Self-organized acoustic feature map in detection of fricative-vowel coarticulation.

The self-organizing map, a neural network algorithm of Kohonen, was used for the detection of coarticulatory variation of fricative [s] preceding vowels [a:], [i:], and [u:]. The results were compared with the psychoacoustic classification of the same samples to find out whether the map had extracted perceptually meaningful features of [s]. The map distinguished samples of [s] in front of [u:] from those in front of [a:] or [i:] throughout the fricative duration. Samples of [s] preceding [a:] and [i:] were distinguished from each other only just before (about 40 ms) the vowel onset. The results agreed with the perceptual classifications. Most judgments (82%) of [s] in front of [u:] were correct, and this variant of [s] was recognized from the first and second halves of segmented fricatives equally well.
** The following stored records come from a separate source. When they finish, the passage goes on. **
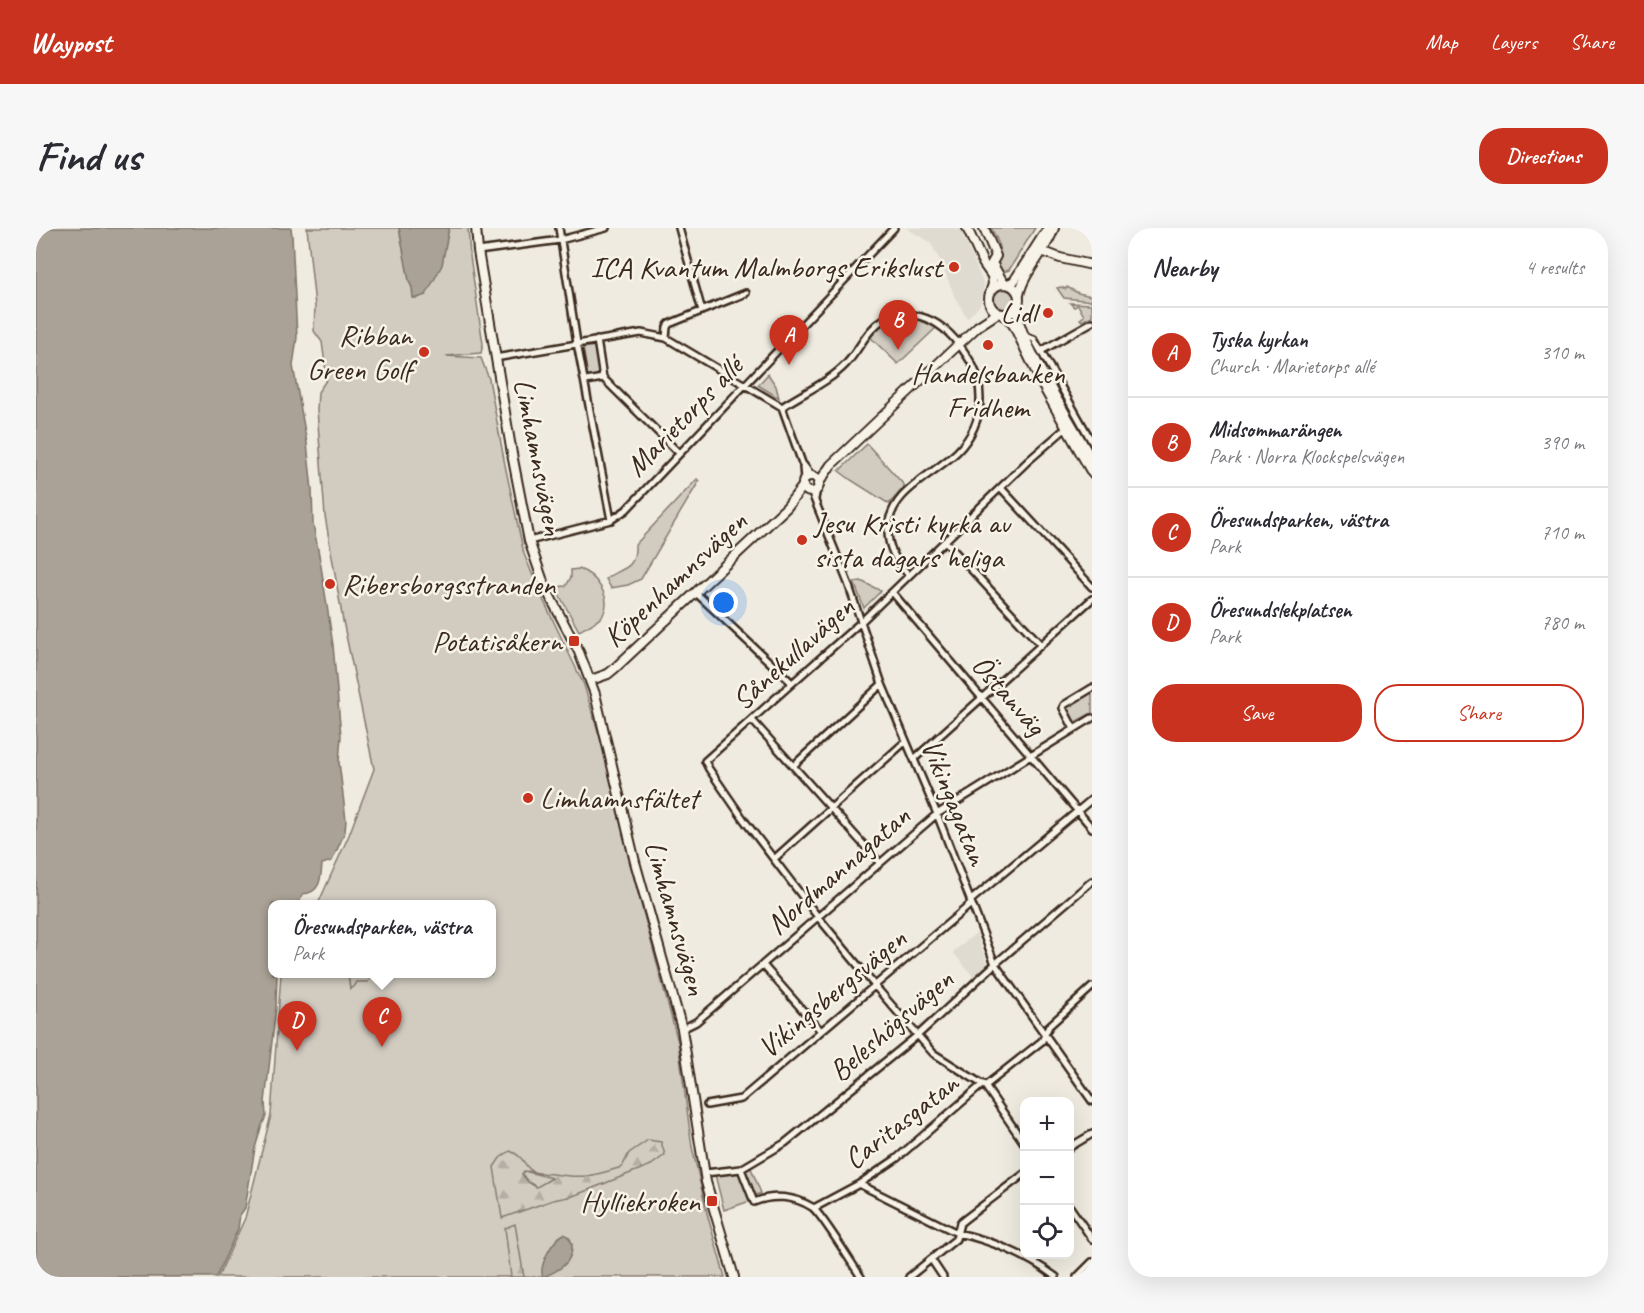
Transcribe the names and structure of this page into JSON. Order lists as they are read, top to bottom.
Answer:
{
  "streets": {
    "street": [
      "Marietorps allé",
      "Limhamnsvägen",
      "Köpenhamnsvägen",
      "Sånekullavägen",
      "Östanväg",
      "Vikingagatan",
      "Nordmannagatan",
      "Vikingsbergsvägen",
      "Beleshögsvägen",
      "Caritasgatan"
    ]
  },
  "crossings": [
    ["Marietorps allé", "Limhamnsvägen"],
    ["Limhamnsvägen", "Köpenhamnsvägen"],
    ["Limhamnsvägen", "Nordmannagatan"],
    ["Limhamnsvägen", "Beleshögsvägen"],
    ["Köpenhamnsvägen", "Vikingagatan"],
    ["Sånekullavägen", "Östanväg"],
    ["Sånekullavägen", "Vikingagatan"],
    ["Östanväg", "Nordmannagatan"],
    ["Östanväg", "Vikingsbergsvägen"],
    ["Vikingagatan", "Nordmannagatan"],
    ["Vikingagatan", "Vikingsbergsvägen"],
    ["Vikingagatan", "Beleshögsvägen"],
    ["Vikingagatan", "Caritasgatan"]
  ],
  "places": {
    "other": [
      "ICA Kvantum Malmborgs Erikslust",
      "Lidl",
      "Handelsbanken Fridhem",
      "Ribban Green Golf",
      "Jesu Kristi kyrka av sista dagars heliga",
      "Ribersborgsstranden",
      "Limhamnsfältet"
    ],
    "transit": ["Potatisåkern", "Hylliekroken"]
  },
  "page": {
    "header": "Waypost",
    "nav": ["Map", "Layers", "Share"],
    "buttons": [
      "Directions",
      ["Save", "Share"]
    ],
    "title": "Find us",
    "heading": ["Nearby", "4 results"],
    "pins": [
      "B",
      "A",
      "C",
      "D"
    ],
    "list": [
      {
        "mark": "A",
        "name": "Tyska kyrkan",
        "note": "Church · Marietorps allé",
        "value": "310 m"
      },
      {
        "mark": "B",
        "name": "Midsommarängen",
        "note": "Park · Norra Klockspelsvägen",
        "value": "390 m"
      },
      {
        "mark": "C",
        "name": "Öresundsparken, västra",
        "note": "Park",
        "value": "710 m"
      },
      {
        "mark": "D",
        "name": "Öresundslekplatsen",
        "note": "Park",
        "value": "780 m"
      }
    ],
    "popup": ["Öresundsparken, västra", "Park"],
    "map_buttons": ["+", "−"]
  }
}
Samples of [s] in front of [a:] and [i:] were distinguished from each other less accurately. When halves of segmented [s] were perceptually judged, the differentiation between the following [a] and [i] was possible only on the basis of the second half of the fricative. The results demonstrate that the self-organizing map is a useful tool for the extraction of intersubject regularities in speech spectra. The map also provides an easily understandable, on-line, visualization of speech that can be used as feedback in therapy and education.